ON CBS'S EARLY SHOW (24 MAY 2010):

How to Never Look Fat Again: Over 1,000 Ways to Dress Thinner - Without Dieting!, by Charla Krupp. Springboard Press. Print Length: 264 p. Kindle edition $12.99. Text-to-Speech: Enabled.
"...if you've ever put on a piece of clothing and asked 'Does this make me look fat?', finally, here is the book that will answer your question.
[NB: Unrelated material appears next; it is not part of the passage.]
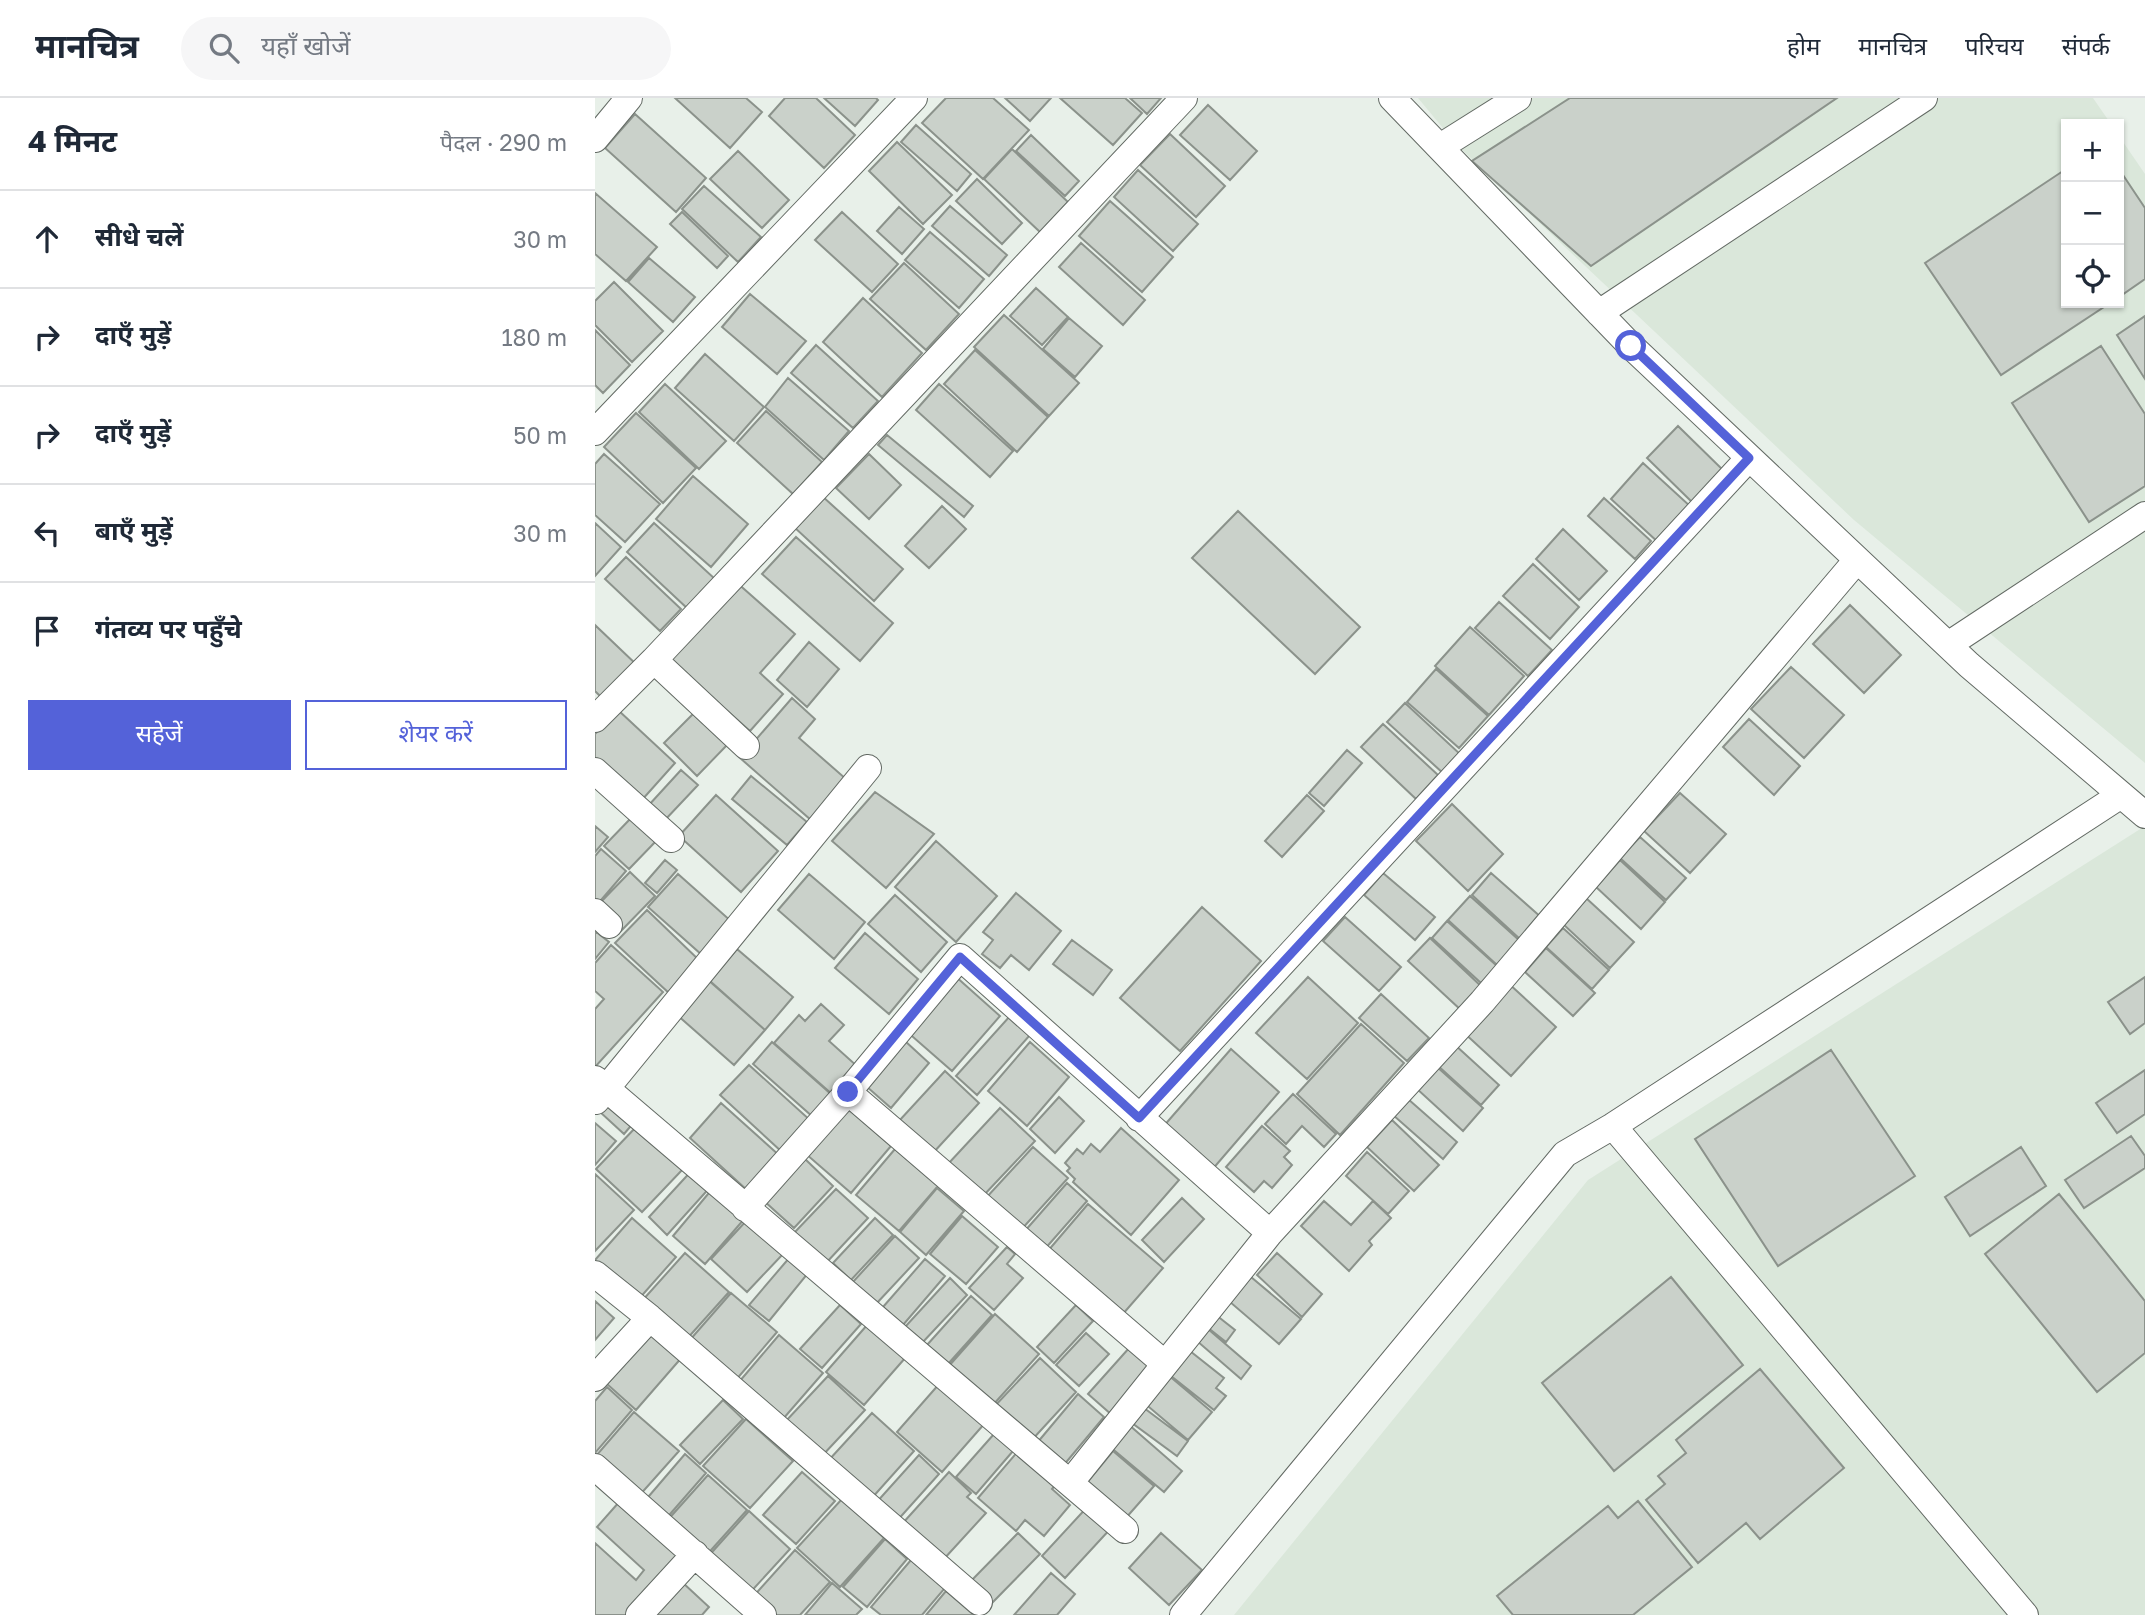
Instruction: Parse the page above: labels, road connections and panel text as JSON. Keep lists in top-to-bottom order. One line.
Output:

You'll never get dressed the same way again once you discover: smart, easy ways to hide arm flap, a big bust, a muffin top, back fat, Buddha belly, a big booty, wide hips, thunder thighs, and heavy calves, which fabrics, colors, and styles make women look fat, absolutely the best shades, shapes, and brilliant buys to make the pounds invisible, clever solutions for special fashion situations, which products, fashions, and services you shouldn't waste your money on and the top ten tips that will make you look thinner by tonight." - http://www.hachettebookgroup.com/

Charla Krupp has done more than 100 style segments on The Today Show. She was beauty director of Glamour and editor of In Style. Currently, Charla writes a monthly fashion column for More Magazine called Fashion For Grownups.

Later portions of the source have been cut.